Friday, January 22, 2010

New City Farm and Garden Collective!

Just wanted to let everyone know that The Free Farm, a collective garden project that Produce to the People is helping organize, design, and build in collaboration with a handful of other really amazing community orgs and fantastic volunteers, is up and running! Here's a few pics and more info...

The Free Farm is an urban farm on the corner of Gough and Eddy Streets in San Francisco, CA. Our goal is to grow organic produce, foster garden education, and build community. The food grown is offered to the community for free in an effort to combat hunger, aid health and nutrition, and increase resource sharing and care for one another.

Currently the farm is open to the public on workdays, Saturdays and Wednesdays from 10am to 2pm (closed during heavy rain). Everyone is welcome, there are many tasks for people of all skill levels and physical abilities (please note that the site has limited wheelchair access at this time.)

The Free Farm is organized by a collaboration of San Francisco food justice, community gardening and poverty response organizations in conjunction with the hard work of many dedicated volunteers. The land is generously donated by St. Paulus Lutheran Church.

While our primary focus is on the growth and distribution of local organic produce, we are also deeply invested in creating a model of successful community partnership. Please find out more about our partners below.

news and sentiment from the Scion Exchange

Yesterday was the California Rare Fruit Growers Scion Wood Exchange in Berkeley. I got there early with Tree, and our friend and fellow tree enthusiast, Sara, so we could set up a little info table for PttP, the Free Farm Stand and the Free Farm. This also meant we got first dibs on some of the scions, before the chaos, yes CHAOS, that is not an overstatement, ensued.

I had no idea so many people were so excited about grafting fruit trees. I mean, it really was the place to be if you had any interest in it, there were tons of varieties of just about everything, and there was root stock for sale and onsite grafting onto said rootstock, plus little demo workshops, and of course tables with great folks like Greywater Action, the Permaculture Guild, and Alemany Farm. It was quite a scene.
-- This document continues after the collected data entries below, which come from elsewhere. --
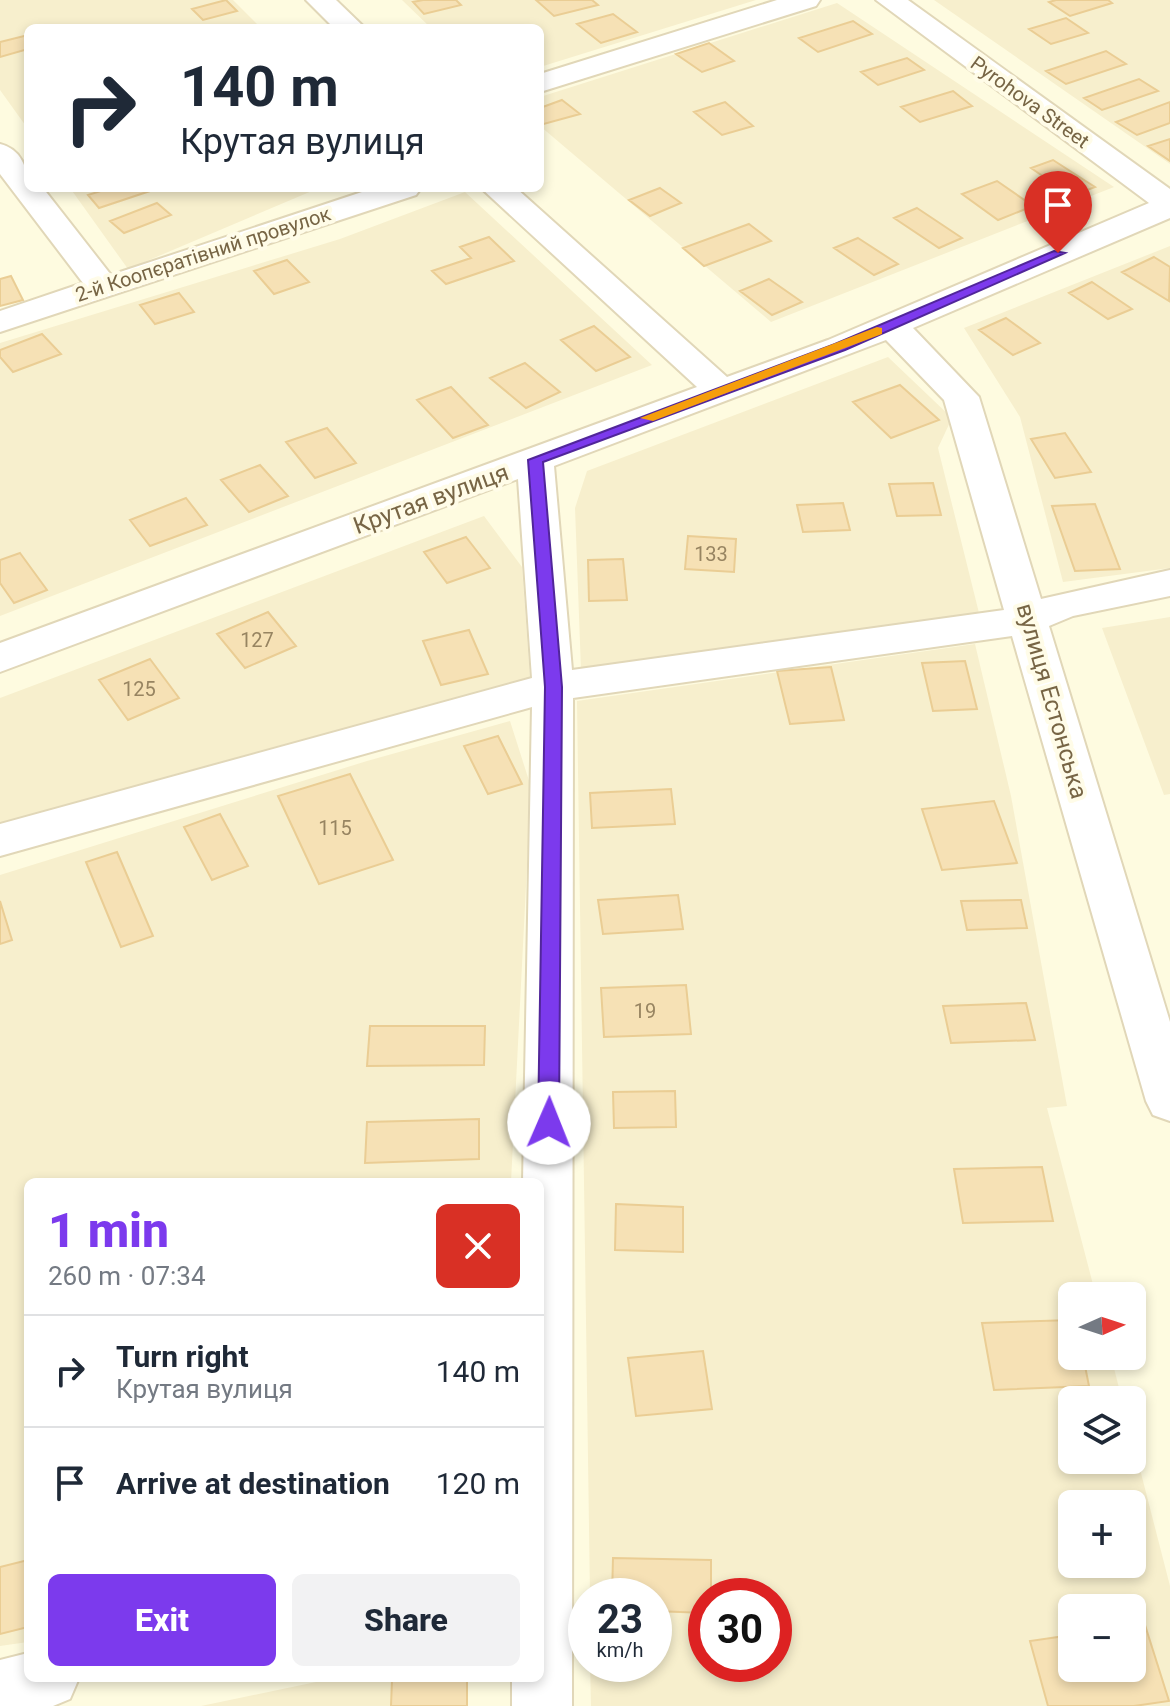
<!DOCTYPE html>
<html lang="en">
<head>
<meta charset="utf-8">
<style>
  body { margin:0; font-family:Roboto,sans-serif; background:#f2f2f3; color:#1f2937; height:100vh; display:flex; flex-direction:column; font-size:30px; white-space:nowrap }
  * { box-sizing:border-box; margin:0 }
  p { font-size:26px; color:#747a83 }
  .icon { flex:none; width:44px; height:44px; fill:none; stroke:currentColor; stroke-width:2; stroke-linecap:round; stroke-linejoin:round }
  .map { position:relative; flex:1; overflow:hidden }
  .panel { position:absolute; left:24px; top:1178px; width:520px; height:504px; display:flex; flex-direction:column; background:#fff; border-radius:12px; box-shadow:0 4px 12px #0003 }
  .panel>* { flex:none }
  .top-card { position:absolute; left:24px; top:24px; width:520px; height:168px; border-radius:12px; box-shadow:0 4px 12px #0003; background:#fff; color:#1f2937; overflow:hidden }
  .needle { width:52px; rotate:87deg }
  .tools { position:absolute; left:1058px; top:1282px; display:grid; gap:16px }
  .tools a { display:grid; place-items:center; width:88px; height:88px; border-radius:12px; background:#fff; box-shadow:0 4px 12px #0003; font-size:40px }
  .speed { position:absolute; left:568px; top:1578px; display:flex; gap:16px; font-size:40px; font-weight:700; text-align:center }
  .speed>* { display:grid; place-content:center; width:104px; height:104px; border-radius:50%; background:#fff; box-shadow:0 4px 12px #0003; line-height:1 }
  .speed small { font-size:20px; font-weight:400 }
  .speed .limit { border:12px solid #d22; background:#fff; color:#111 }
  .pin { position:absolute; display:grid; place-items:center; width:68px; height:68px; color:#fff; margin:-82px -34px; border-radius:50% 50% 50% 0; rotate:-45deg; box-shadow:0 0 8px #0007 }
  .pin .icon { rotate:45deg }
  .me { position:absolute; width:88px; margin:-44px; rotate:1deg; stroke-linejoin:round; filter:drop-shadow(0 0 6px #0008) }
  .turn { display:flex; align-items:center; gap:28px; height:168px; padding:0 24px; font-size:36px }
  .turn .icon { width:104px; height:104px; stroke-width:2.5 }
  .turn b { display:block; font-size:56px; line-height:68px }
  .round { display:grid; place-items:center; flex:none; width:84px; height:84px; border-radius:12px; background:#f2f2f3 }
  .summary { display:flex; align-items:center; justify-content:space-between; height:136px; padding:0 24px }
  h1 { font-size:48px; font-weight:800; line-height:60px; color:#7c3aed }
  .primary-button { display:flex; gap:16px; margin-top:auto; padding:16px 24px }
  .primary-button a { flex:1; height:92px; border-radius:12px; background:#7c3aed; color:#fff; font-size:32px; font-weight:800; line-height:92px; text-align:center }
  .primary-button a+a { background:#f2f2f3; color:#1f2937 }
  ul { padding:0; list-style:none }
  li { display:flex; align-items:center; gap:24px; height:112px; padding:0 24px; border-top:2px solid #e0e1e3 }
  li div { flex:1 }
  li b { display:block; font-size:30px }
  li em { font-style:normal }
  .map>svg:first-child { display:block }
  .residential { fill:#f7efcd; fill-rule:evenodd }
  .building { fill:#f6e1b5; stroke:#eacd94; stroke-width:2 }
  .lines { fill:none; stroke-linecap:round; stroke-linejoin:round }
  .minor-casing { stroke:#e1d7b8; stroke-width:4 }
  .minor { fill:#fff; fill-rule:evenodd }
  .route { fill:#7c3aed; stroke:#51269a; stroke-width:2 }
  .slow { fill:#f59e0b }
  .labels { text-anchor:middle; stroke-width:8; stroke-linejoin:round; paint-order:stroke }
  .far-street-label { font-size:20px; fill:#776545; stroke:#fffce8 }
  .number-label { font-size:20px; fill:#978461 }
  .street-label { font-size:24px; fill:#776545; stroke:#fffce8 }
</style>
</head>
<body>
<div class="map">
<svg width="1170" height="1706" viewBox="0 0 1170 1706">
  <rect width="100%" height="100%" fill="#fefbe0"/>
  <path class="residential" d="M0,0H233L261,28H28V129L0,90Z
    M402,0H756L540,67V28H431Z
    M934,0H1170V164Z
    M837,3L1114,187L771,322L540,126V97Z
    M70,188H319L128,269Z
    M465,192L652,365L0,616V343L340,239Z
    M1170,246V568L1063,582L1020,417L964,328Z
    M888,357L952,418L938,448L979,613L581,670L575,508L587,471Z
    M484,516L522,567L530,678L0,823V698Z
    M1170,617V794L1164,795L1102,628Z
    M975,644L1011,796L1067,1106L1047,1108L1096,1296H1072V1356H1111L1122,1400H1072V1460H1132V1438L1170,1586V1706H591L590,1664H654V1596H590L577,701ZM1072,1504H1132V1564H1072ZM706,1596H774V1664H706ZM1072,1608H1132V1668H1072Z
    M510,721L531,787L511,1182H28V1642L0,1646V875L367,761Z
    M335,1678H462V1706H201Z"/>
  <path class="building" d="M226,0L237,11L203,20L192,9Z
    M423,0H456L461,5L424,14L413,2Z
    M536,0H592L598,5L554,16Z
    M1056,0H1108L1112,3L1070,16L1049,2Z
    M613,14L637,32L601,43L577,24Z
    M1066,18L1088,33L1051,44L1029,29Z
    M853,21L872,34L818,52L799,38Z
    M28,35V49L0,57V42Z
    M709,43L734,61L702,72L676,54Z
    M1106,51L1126,64L1066,84L1046,71Z
    M907,58L924,70L878,85L861,72Z
    M1139,79L1158,91L1102,110L1084,98Z
    M953,91L972,106L920,122L901,107Z
    M562,100L580,114L540,125V108Z
    M725,102L753,126L722,135L694,112Z
    M1170,102V123L1137,135L1116,122Z
    M1170,139V161L1148,146Z
    M1053,160L1095,187L1072,196L1031,168Z
    M997,181L1033,206L998,220L962,194Z
    M110,188H155L156,189L99,208L88,195Z
    M660,188L681,203L650,216L629,200Z
    M157,203L171,215L124,233L110,221Z
    M917,208L962,238L939,248L894,218Z
    M749,224L771,241L704,266L683,248Z
    M489,237L514,261L446,284L432,271L471,258L460,247Z
    M858,238L898,264L874,275L834,248Z
    M1154,257L1170,267L1169,301L1122,272Z
    M287,260L309,282L274,294L254,271Z
    M11,276L23,300L0,306V279Z
    M769,279L802,302L772,315L740,291Z
    M1092,282L1132,309L1108,319L1069,293Z
    M179,293L194,312L155,324L140,305Z
    M1006,318L1040,343L1013,355L979,330Z
    M594,326L630,357L596,371L561,340Z
    M42,334L61,354L13,372L0,357V350Z
    M525,363L560,392L526,408L490,378Z
    M900,385L939,420L891,438L853,402Z
    M451,387L488,425L453,438L417,400Z
    M327,428L356,463L315,478L286,442Z
    M1065,433L1091,472L1055,478L1031,439Z
    M260,465L288,496L249,512L221,480Z
    M933,483L941,515L897,516L889,484Z
    M186,498L207,525L150,546L130,520Z
    M843,503L850,530L803,532L797,505Z
    M1095,504L1120,569L1075,571L1052,506Z
    M688,536L736,539L734,572L685,569Z
    M466,537L490,568L447,583L424,552Z
    M20,553L47,590L14,603L0,583V560Z
    M623,559L627,600L589,601L588,560Z
    M268,612L296,646L245,668L217,634Z
    M469,630L488,674L441,685L423,641Z
    M150,659L179,698L128,720L99,680Z
    M965,661L977,709L933,711L922,663Z
    M831,667L844,720L790,724L777,671Z
    M498,736L522,784L488,794L464,746Z
    M350,774L393,860L319,884L278,796Z
    M671,789L675,824L592,828L590,793Z
    M994,801L1017,863L942,870L922,809Z
    M220,814L248,866L212,880L184,827Z
    M117,852L153,936L121,947L86,862Z
    M678,895L683,929L603,934L598,900Z
    M1021,900L1027,928L967,930L961,901Z
    M0,901L12,940L0,944Z
    M686,985L691,1034L604,1037L601,988Z
    M1026,1003L1035,1040L951,1043L943,1006Z
    M370,1026H485L484,1065L367,1066Z
    M675,1091L676,1127L614,1128L613,1092Z
    M479,1119V1159L365,1163L367,1122Z
    M1042,1167L1053,1221L963,1223L954,1169Z
    M616,1204L683,1207V1252L615,1250Z
    M1072,1320V1356H1083L1089,1386L994,1390L982,1323Z
    M703,1351L712,1409L636,1416L628,1358Z
    M613,1558L711,1560V1596H706V1613L654,1611V1596H612Z
    M28,1560V1627L0,1634V1567Z
    M1145,1625L1169,1701L1134,1706H1048L1030,1641L1072,1635V1668H1132V1627Z
    M467,1678V1706H391L392,1680Z"/>
  <g class="lines">
    <defs>
      <path id="minor" d="M306,0H336L365,28H334Z
        M777,0H820L816,6L540,92V74Z
        M876,0H908L1170,189V218L913,328L979,397L1041,599L1170,570V596L1073,616L1049,626L1170,1022V1121L1153,1115L1146,1101L1012,636L573,698L572,1706H512V1678H540V1182H523L532,707L0,856V824L532,678L518,479L0,672V643L697,387L481,188H516L727,377L828,340L1149,203ZM886,340L944,400L1004,610L572,670L554,466Z
        M0,144C21,149 28,168 28,188H43L111,275L374,188H421L416,195L0,332V311L83,283L0,174Z
        M28,1653V1678H79L70,1699L53,1706H0V1660Z"/>
    </defs>
    <use href="#minor" class="minor-casing"/>
    <use href="#minor" class="minor"/>
  </g>
  <path class="route" d="M1054,251L1065,253L845,350L543,462L562,687L559,1123L556,1129H541L538,1123L545,687L528,460L835,344Z"/>
  <path class="slow" d="M877,327L882,328V334L653,421L640,418Z"/>
  <g class="labels">
    <g class="far-street-label">
      <text transform="translate(1030 102) rotate(36)" y="7">Pyrohova Street</text>
      <text transform="translate(203 254) rotate(-18)" y="7">2-й Коопєратівний провулок</text>
    </g>
    <g class="number-label">
      <text x="711" y="561">133</text>
      <text x="257" y="647">127</text>
      <text x="139" y="696">125</text>
      <text x="335" y="835">115</text>
      <text x="645" y="1018">19</text>
    </g>
    <g class="street-label">
      <text transform="translate(431 499) rotate(-20)" y="8">Крутая вулиця</text>
      <text transform="translate(1052 701) rotate(74)" y="8">вулиця Естонська</text>
    </g>
  </g>
</svg>
<div class="tools">
<a><svg class="needle" viewBox="-14 -14 28 28"><path d="M0-13l5 13h-10z" fill="#e53935"/><path d="M0 13l5-13h-10z" fill="#747a83"/></svg></a>
<a><svg class="icon" aria-label="layers" viewBox="0 0 24 24"><path d="M12 4l9 5-9 5-9-5zM3 14l9 5 9-5"/></svg></a>
<a>+</a>
<a>−</a>
</div>
<div class="speed"><div>23<small>km/h</small></div><div class="limit">30</div></div>
<div class="pin" style="left:1058px;top:253px;background:#d93025"><svg class="icon" aria-label="arrive" viewBox="0 0 24 24"><path d="M6 21V4h12l-3 4 3 4H6"/></svg></div>
<svg class="me" style="left:549px;top:1123px" viewBox="-20 -20 40 40"><circle r="19" fill="#fff"/><path d="M0-13L10 11 0 6-10 11z" fill="#7c3aed"/></svg>
<div class="top-card">
<div class="turn"><svg class="icon" aria-label="right" viewBox="0 0 24 24"><path d="M7 20v-9h11M14 6l5 5-5 5"/></svg><div><b>140 m</b>Крутая вулиця</div></div>
</div>
<section class="panel">
<div class="summary"><div><h1>1 min</h1><p>260 m · 07:34</p></div><a class="round" style="background:#d93025;color:#fff"><svg class="icon" aria-label="close" viewBox="0 0 24 24"><path d="M6 6l12 12M18 6L6 18"/></svg></a></div>
<ul>
<li><svg class="icon" aria-label="right" viewBox="0 0 24 24"><path d="M7 20v-9h11M14 6l5 5-5 5"/></svg><div><b>Turn right</b><p>Крутая вулиця</p></div><em>140 m</em></li>
<li><svg class="icon" aria-label="arrive" viewBox="0 0 24 24"><path d="M6 21V4h12l-3 4 3 4H6"/></svg><div><b>Arrive at destination</b></div><em>120 m</em></li>
</ul>
<div class="primary-button"><a>Exit</a><a>Share</a></div>
</section>
</div>
</body>
</html>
I got a handful of scion wood, not too much because I know I'll never get to it all, but I'm excited to work on my grafting technique in our tiny mini orchard at home as well as a few friends gardens. I also felt really inspired by two women that were at the last CRFG meeting I went to who have been guerilla grafting fruiting wood onto some of the flowering plum trees that are rampant around San Francisco.

Everything together made me think about utilizing pre-existing resources and our ability to create abundance with a little ingenuity, time, and capable hands. It made me really embrace dormancy and growth cycles and the calm that I feel when it starts to rain and the energy that I feel when the rains pass. Like the dormant season and the prime time to graft, the scion exchange happens once a year, so if you missed it this year, you'll have to wait til next winter, but trust me, it'll be worth the wait.

Wednesday, January 13, 2010

CRFG Annual Scion Wood Exchange this Saturday!

This Saturday, Jan 16th, is the California Rare Fruit Growers Annual Scion Exchange. I'll be there sharing a table with Tree giving out info about Produce to the People and The Free Farmstand. I'll also be scooping up some scion wood to do some grafting onto my fruit trees, as I'm fairly new to grafting and really excited to practice and hopefully get a little more variety going in my little home garden. Should be pretty fun for both experienced and novice grafters.